By David Wanjala
There was a huge sigh of relief when Kenya Deposit Insurance Corporation (KDIC) recently raised deposit insurance coverage from Sh100, 000 to Sh500, 000 in a bid to protect depositors while trying to entrench the culture of saving in financial institutions.
In the past, depositors have not been able to recover their deposits in half, leave alone in full, in an event a bank collapses. From 2015 to 2016 things were not that rosy. Chase Bank, Dubai Bank and Imperial Bank are good examples of how lenders can turn things inside out and back to front.
The lenders collapsed leaving a majority of creditors, depositors, and shareholders with huge losses. The issues were related to insider lending, lack of risk management strategies, weak regulatory systems, poor internal controls as well as weak corporate governance practices. Although there was a safety net thanks to KDIC, the amount was seemingly small and could not keep the bulk of the victims going. Handling the news that you can’t salvage 100% of your hard earned savings is traumatic.
It is against this predicament that the corporation has expanded coverage limit from Sh294 billion to Sh658 billion to institutions that insure with them.

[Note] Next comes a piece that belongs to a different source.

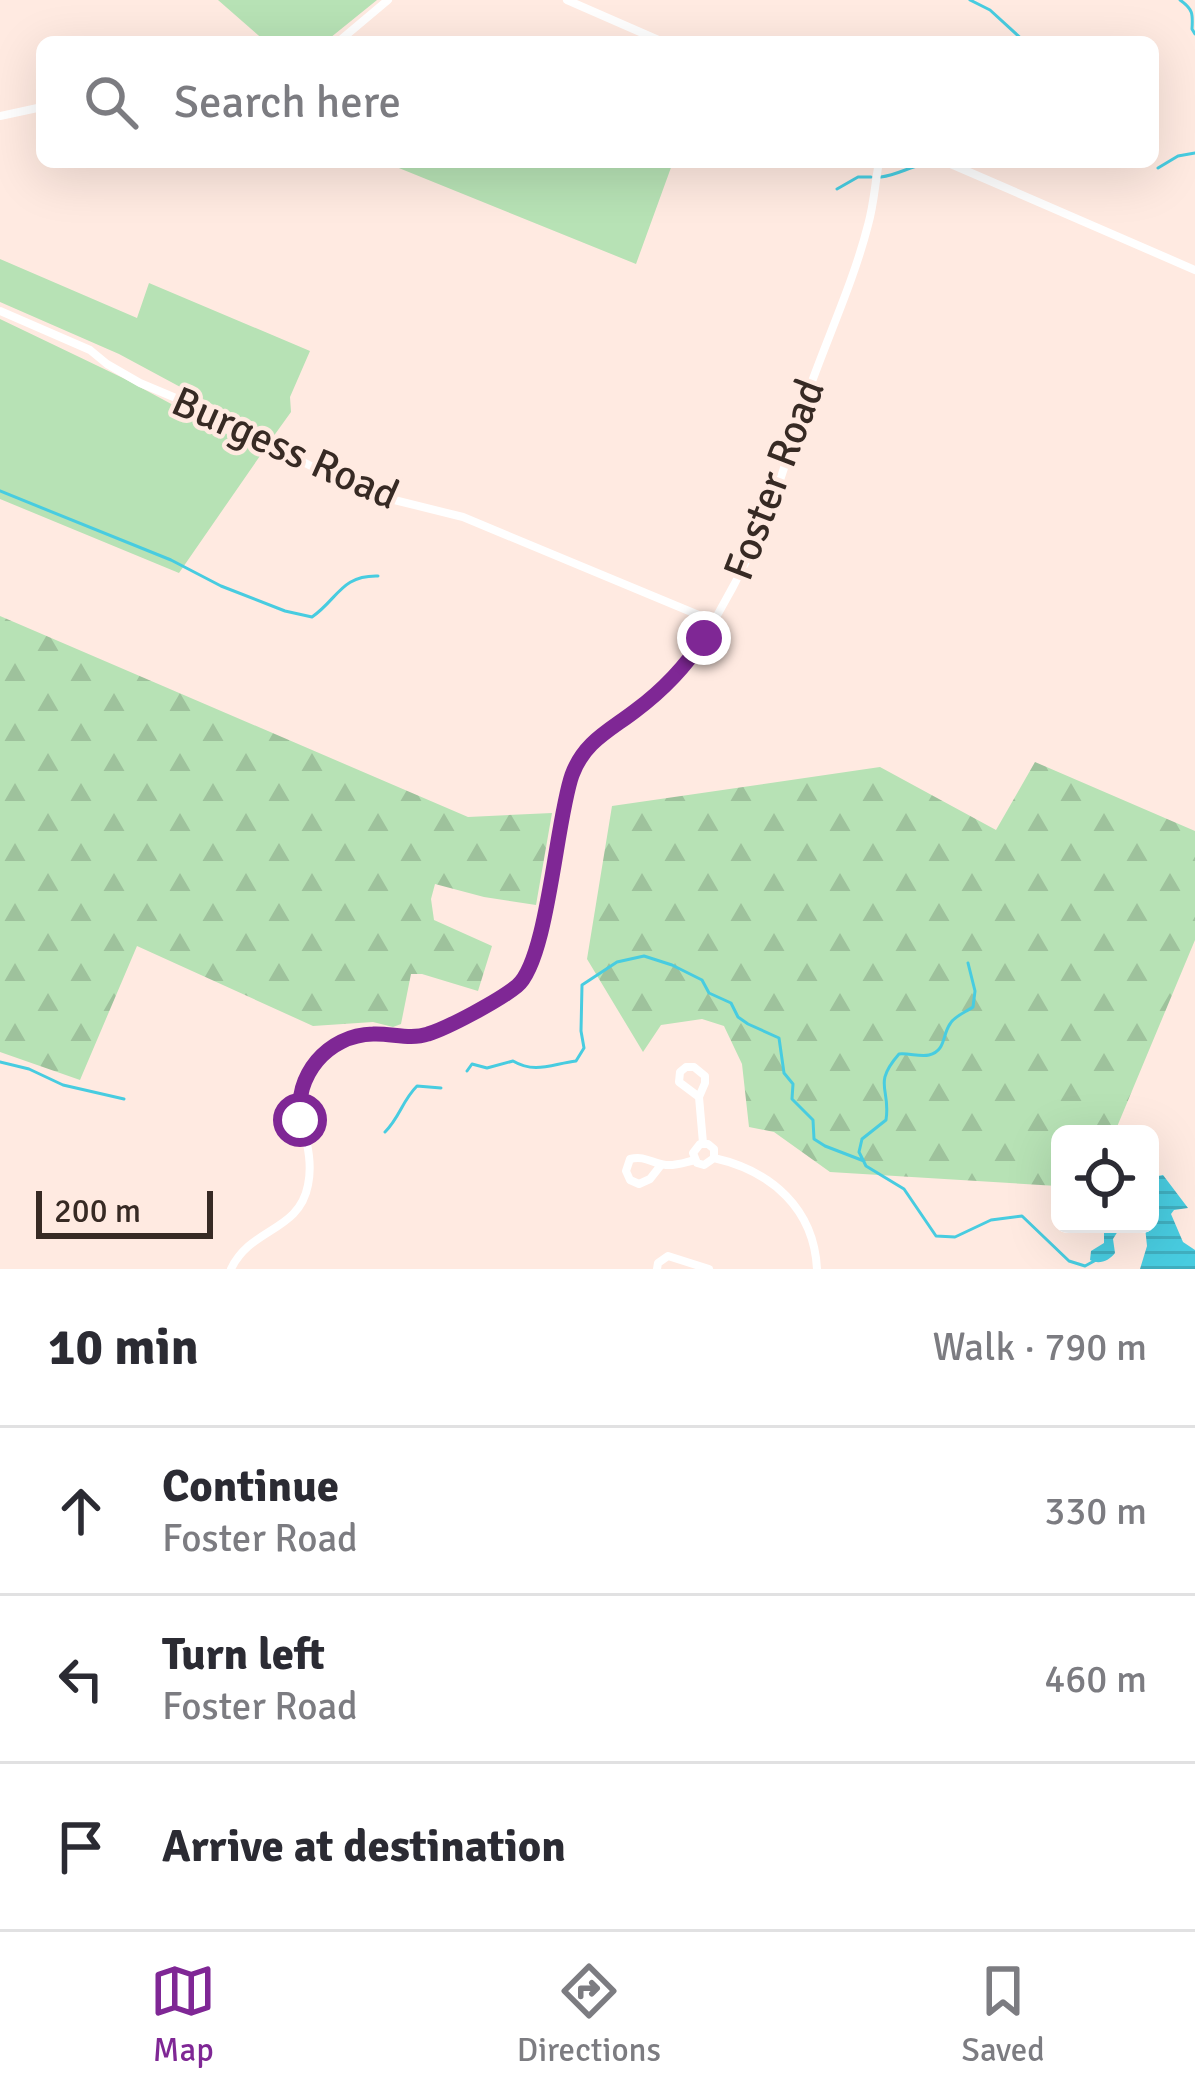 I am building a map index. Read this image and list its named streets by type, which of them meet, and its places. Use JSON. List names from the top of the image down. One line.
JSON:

The new limits, an improvement to 20%, up from 8% that has been in place since 1989, extend to both commercial banks and licenced deposit-taking micro finance institutions.
Good still, banks have been given a grace period of six months to pay up annual premiums, a move that will push the deadline to December 31 (2020) as opposed to the usual July – banks generally pay the premiums in an annual basis which fell due in July.
With the Covid-19 severely challenging businesses, and nobody seems to know the future, the latest move by KDIC might be the beginning of a new era. Some banks might be already suffering from restructuring. Businesses that were once successful and were the main source of their revenue are now at the verge of falling thanks to low numbers of customers with real purchasing power.
The good thing is, there is a formal system in place that protects peoples’ deposits. More and more people will now have confidence in banking services thanks to the new amount that a single customer can get from a bank in case it gets liquidated.